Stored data
..............................
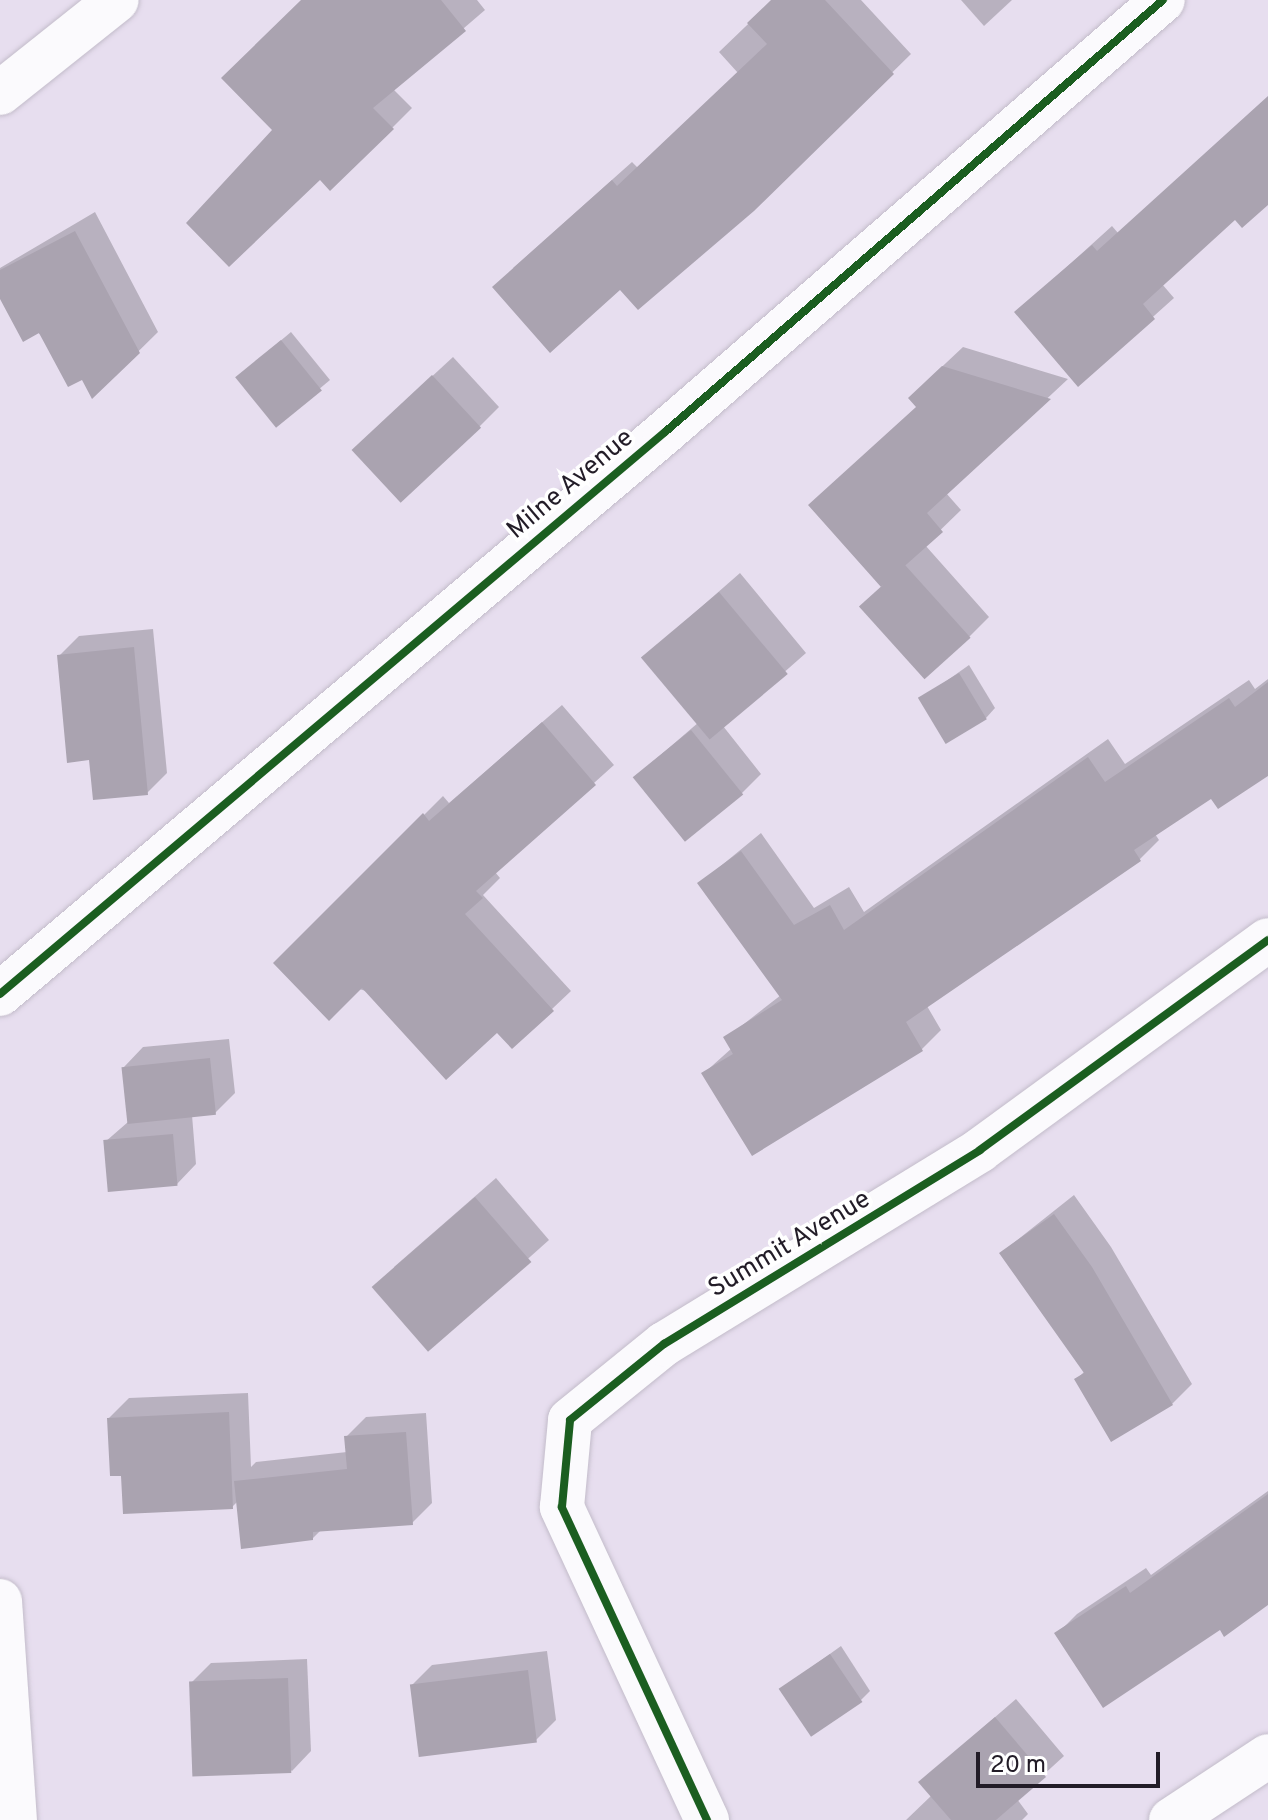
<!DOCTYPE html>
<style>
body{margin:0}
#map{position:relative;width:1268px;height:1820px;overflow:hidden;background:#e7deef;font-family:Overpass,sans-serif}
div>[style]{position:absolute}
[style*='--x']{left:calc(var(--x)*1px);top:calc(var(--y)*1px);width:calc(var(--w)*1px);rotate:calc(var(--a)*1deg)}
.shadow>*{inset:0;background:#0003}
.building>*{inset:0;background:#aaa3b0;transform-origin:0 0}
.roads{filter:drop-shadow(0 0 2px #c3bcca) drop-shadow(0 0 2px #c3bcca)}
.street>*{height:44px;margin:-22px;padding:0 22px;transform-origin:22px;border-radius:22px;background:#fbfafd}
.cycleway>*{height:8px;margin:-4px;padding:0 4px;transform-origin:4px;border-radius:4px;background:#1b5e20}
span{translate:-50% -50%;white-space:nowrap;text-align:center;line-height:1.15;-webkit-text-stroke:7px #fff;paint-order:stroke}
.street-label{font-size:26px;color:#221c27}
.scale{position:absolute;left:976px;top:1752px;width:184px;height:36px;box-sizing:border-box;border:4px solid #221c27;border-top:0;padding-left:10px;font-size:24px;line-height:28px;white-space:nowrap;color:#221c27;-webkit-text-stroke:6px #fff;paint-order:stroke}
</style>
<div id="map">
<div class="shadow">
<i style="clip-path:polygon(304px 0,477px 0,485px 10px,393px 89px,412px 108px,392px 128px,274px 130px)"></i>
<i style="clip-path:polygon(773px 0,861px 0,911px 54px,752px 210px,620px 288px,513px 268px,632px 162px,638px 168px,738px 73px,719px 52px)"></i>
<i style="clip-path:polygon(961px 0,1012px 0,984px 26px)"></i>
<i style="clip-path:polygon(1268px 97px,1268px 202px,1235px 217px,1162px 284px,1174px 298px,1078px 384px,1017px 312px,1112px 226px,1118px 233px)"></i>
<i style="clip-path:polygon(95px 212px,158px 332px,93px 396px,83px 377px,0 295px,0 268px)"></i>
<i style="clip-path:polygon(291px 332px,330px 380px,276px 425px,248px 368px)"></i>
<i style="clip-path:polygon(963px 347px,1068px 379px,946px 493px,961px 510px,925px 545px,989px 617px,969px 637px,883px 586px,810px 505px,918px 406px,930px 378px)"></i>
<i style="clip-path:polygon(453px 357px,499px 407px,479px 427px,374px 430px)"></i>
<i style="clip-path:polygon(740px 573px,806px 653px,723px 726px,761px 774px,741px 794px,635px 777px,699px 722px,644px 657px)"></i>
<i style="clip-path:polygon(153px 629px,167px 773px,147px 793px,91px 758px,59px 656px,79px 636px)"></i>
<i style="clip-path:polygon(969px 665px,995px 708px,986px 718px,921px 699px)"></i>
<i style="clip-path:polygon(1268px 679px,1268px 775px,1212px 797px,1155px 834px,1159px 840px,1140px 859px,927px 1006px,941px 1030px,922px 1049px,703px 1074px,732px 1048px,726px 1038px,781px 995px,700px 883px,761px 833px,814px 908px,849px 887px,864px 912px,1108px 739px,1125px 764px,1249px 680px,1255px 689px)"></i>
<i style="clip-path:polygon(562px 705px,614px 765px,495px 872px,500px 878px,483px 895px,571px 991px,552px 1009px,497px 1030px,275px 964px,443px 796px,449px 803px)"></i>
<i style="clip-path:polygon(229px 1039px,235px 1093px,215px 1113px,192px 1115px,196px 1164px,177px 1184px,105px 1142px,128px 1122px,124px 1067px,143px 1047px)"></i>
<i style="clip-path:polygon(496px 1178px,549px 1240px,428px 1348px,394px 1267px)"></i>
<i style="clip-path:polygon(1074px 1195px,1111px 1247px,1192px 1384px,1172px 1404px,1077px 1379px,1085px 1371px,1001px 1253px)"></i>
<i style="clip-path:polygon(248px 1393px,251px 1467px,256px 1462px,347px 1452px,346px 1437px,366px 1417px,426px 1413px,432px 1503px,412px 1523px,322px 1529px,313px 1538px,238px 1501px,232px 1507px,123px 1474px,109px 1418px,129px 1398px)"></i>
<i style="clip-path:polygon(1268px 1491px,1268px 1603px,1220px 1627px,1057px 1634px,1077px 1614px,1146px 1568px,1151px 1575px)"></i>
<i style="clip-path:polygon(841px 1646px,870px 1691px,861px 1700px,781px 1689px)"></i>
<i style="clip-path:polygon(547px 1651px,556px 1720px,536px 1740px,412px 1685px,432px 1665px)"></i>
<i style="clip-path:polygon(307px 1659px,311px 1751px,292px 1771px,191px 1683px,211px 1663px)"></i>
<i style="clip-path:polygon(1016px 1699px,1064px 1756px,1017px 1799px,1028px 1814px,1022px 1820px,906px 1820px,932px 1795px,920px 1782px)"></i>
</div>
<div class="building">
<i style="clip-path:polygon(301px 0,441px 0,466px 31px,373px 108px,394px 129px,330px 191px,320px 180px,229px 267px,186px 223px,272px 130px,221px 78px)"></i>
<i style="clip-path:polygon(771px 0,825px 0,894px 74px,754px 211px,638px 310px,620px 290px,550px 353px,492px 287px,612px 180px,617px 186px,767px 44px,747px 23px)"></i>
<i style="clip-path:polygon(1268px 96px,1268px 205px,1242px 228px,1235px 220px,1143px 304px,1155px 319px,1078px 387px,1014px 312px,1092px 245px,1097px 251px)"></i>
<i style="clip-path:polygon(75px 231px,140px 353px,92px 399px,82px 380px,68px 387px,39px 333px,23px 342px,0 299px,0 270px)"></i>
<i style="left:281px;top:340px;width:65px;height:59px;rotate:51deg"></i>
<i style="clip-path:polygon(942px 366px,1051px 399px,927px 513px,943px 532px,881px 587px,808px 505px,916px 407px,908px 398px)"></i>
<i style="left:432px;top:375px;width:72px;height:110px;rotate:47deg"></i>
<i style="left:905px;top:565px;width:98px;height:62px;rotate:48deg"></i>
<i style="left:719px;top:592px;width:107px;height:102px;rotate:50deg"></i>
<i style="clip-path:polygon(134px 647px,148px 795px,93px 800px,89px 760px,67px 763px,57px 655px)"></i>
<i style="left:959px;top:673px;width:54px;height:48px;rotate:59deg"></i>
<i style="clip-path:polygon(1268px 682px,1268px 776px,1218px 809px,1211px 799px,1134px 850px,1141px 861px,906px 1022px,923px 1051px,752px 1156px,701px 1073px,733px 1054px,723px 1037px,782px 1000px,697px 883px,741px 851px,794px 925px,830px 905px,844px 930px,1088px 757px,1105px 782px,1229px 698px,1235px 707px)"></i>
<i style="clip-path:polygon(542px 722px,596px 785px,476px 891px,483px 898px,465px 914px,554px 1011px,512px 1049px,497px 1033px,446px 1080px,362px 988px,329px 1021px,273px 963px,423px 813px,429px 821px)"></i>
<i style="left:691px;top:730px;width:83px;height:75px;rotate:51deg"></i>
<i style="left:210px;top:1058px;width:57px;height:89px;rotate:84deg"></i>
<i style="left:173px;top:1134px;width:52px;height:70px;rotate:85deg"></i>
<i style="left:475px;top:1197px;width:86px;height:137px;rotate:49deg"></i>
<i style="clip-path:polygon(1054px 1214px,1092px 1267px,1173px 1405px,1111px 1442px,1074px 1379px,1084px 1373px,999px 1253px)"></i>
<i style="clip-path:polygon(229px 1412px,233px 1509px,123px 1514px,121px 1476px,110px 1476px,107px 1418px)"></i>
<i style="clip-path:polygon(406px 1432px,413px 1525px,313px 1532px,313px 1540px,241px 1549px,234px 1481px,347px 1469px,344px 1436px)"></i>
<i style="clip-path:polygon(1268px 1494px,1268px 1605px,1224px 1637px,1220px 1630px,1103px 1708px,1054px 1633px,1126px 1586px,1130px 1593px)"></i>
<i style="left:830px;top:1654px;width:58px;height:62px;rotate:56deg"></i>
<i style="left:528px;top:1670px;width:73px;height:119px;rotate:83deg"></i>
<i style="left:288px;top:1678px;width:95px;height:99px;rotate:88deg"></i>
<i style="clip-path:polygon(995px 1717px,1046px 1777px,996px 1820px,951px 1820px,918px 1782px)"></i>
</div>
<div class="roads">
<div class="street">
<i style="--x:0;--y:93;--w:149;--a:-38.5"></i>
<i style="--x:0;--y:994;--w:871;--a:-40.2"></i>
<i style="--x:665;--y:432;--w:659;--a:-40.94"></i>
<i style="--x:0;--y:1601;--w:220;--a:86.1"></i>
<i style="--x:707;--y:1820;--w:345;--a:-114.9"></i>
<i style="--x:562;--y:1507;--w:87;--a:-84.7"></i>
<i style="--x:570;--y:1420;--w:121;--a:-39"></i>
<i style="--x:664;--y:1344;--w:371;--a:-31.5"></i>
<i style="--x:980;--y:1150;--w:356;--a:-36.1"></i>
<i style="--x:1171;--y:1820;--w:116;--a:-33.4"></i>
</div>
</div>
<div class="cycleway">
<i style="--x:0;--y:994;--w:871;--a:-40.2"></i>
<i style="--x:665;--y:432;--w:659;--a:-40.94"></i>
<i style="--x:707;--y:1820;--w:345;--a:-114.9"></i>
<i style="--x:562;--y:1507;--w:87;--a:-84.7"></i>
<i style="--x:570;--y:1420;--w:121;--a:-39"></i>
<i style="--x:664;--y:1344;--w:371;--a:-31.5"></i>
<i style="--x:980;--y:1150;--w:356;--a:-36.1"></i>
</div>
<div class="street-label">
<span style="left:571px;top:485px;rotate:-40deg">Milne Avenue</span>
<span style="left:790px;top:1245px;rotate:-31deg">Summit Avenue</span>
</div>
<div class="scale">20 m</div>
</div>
..............................
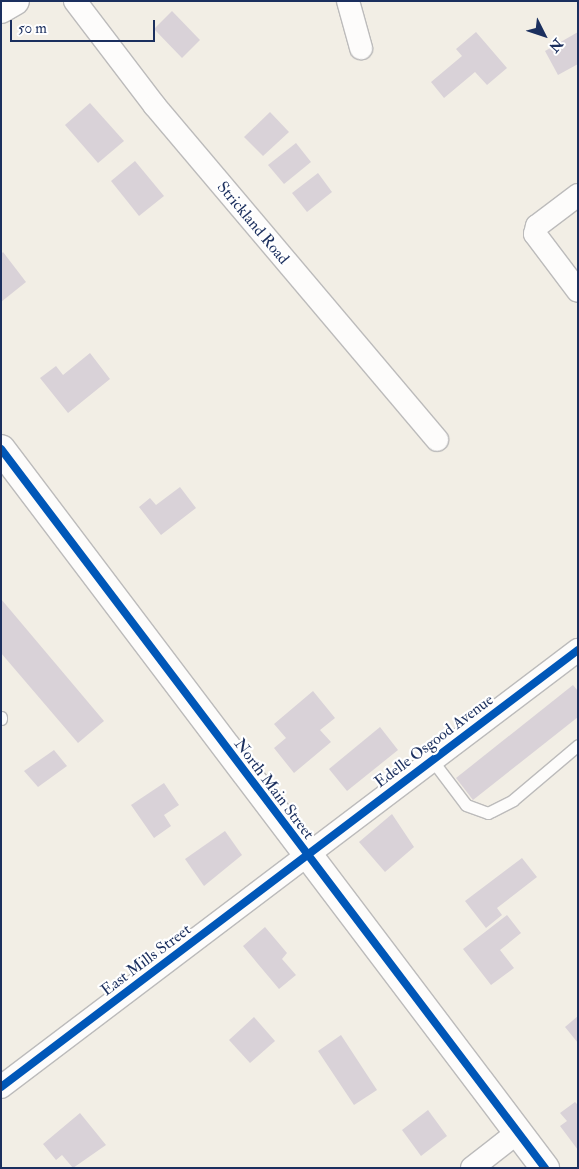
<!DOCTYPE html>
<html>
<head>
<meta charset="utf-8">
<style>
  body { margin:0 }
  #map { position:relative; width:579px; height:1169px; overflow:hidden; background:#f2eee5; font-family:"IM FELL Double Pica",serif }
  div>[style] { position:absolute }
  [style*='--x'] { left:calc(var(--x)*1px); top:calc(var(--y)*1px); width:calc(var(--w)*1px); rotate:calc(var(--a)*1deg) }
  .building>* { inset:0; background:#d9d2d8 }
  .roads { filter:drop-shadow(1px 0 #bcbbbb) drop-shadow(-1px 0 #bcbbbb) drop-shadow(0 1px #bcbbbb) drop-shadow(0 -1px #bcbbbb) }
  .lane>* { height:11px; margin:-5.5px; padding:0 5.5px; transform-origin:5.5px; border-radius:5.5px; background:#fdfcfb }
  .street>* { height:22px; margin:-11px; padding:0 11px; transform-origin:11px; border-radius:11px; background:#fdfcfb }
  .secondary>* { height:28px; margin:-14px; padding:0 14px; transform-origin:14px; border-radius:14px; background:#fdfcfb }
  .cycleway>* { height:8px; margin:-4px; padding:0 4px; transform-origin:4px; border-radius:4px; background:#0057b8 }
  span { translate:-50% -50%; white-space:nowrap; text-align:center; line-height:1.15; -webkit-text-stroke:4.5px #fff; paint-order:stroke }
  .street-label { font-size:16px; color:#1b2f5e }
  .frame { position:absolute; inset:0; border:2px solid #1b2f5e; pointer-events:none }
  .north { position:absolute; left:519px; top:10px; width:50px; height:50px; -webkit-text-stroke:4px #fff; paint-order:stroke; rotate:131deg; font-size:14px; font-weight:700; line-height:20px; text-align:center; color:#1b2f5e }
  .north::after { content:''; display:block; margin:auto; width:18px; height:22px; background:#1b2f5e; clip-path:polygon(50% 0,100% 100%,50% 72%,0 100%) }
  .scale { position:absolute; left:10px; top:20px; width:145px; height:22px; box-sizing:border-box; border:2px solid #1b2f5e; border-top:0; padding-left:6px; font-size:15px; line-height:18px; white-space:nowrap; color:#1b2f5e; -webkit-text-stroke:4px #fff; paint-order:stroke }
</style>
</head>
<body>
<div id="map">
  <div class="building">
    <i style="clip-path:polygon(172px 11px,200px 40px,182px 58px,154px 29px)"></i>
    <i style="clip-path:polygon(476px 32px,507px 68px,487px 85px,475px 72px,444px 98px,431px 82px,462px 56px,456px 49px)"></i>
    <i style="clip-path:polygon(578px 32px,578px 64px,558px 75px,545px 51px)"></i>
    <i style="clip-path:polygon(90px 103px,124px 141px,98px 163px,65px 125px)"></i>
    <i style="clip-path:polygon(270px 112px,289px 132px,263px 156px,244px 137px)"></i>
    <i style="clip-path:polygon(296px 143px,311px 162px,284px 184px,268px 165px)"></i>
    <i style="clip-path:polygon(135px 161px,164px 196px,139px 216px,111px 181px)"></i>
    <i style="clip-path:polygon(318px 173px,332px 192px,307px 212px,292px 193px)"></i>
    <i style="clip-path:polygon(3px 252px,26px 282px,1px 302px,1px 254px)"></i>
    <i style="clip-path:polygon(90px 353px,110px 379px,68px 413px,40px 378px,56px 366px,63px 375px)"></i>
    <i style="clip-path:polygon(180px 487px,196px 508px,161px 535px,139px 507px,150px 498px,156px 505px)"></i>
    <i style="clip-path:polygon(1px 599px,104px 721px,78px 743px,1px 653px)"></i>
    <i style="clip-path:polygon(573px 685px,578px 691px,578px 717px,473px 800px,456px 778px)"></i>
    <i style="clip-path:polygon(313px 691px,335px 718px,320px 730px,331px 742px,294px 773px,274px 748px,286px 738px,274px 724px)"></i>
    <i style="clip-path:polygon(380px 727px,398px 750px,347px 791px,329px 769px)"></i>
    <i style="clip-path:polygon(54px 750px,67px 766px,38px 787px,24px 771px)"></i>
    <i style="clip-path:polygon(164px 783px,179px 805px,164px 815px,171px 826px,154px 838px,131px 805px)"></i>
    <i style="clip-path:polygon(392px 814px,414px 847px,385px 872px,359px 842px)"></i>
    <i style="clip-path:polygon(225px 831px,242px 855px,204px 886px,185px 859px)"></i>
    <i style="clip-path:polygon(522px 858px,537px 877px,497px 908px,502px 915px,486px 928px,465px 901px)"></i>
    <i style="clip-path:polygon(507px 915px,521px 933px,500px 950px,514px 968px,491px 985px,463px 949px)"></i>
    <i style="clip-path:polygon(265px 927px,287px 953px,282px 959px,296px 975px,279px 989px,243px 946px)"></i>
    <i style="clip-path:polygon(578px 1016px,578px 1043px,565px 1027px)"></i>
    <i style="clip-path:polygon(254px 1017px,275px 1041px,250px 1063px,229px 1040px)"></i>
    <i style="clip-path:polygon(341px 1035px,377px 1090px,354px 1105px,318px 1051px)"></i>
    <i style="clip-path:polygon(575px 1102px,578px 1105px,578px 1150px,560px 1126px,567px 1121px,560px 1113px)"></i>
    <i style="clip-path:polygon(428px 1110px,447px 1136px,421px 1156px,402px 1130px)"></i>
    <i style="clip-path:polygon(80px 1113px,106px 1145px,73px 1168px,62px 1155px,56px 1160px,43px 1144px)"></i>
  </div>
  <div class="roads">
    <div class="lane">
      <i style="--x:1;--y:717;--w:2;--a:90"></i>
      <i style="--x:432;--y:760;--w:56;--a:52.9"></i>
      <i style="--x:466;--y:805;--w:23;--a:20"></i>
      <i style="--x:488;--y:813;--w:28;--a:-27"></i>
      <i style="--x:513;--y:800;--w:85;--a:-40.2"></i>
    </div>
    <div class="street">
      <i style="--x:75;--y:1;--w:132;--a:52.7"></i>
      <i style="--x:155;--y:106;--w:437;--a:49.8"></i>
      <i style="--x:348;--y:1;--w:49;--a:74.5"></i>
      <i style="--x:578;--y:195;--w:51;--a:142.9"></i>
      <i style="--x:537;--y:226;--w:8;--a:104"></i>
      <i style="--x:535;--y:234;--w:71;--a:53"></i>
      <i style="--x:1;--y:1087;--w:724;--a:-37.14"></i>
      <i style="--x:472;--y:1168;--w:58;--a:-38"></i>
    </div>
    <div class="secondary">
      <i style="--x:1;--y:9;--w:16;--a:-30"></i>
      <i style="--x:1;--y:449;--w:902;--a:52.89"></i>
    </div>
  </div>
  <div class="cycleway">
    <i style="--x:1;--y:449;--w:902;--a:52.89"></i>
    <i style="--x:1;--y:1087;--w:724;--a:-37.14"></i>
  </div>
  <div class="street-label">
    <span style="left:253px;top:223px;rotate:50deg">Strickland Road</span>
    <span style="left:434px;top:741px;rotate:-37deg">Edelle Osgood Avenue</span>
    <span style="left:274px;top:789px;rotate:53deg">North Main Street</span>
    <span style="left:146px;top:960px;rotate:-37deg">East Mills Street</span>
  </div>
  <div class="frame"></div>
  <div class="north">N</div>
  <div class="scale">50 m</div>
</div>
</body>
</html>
..............................
§ **Problem**: Write only the number of lines above that contain "html".

§ **Output**: 4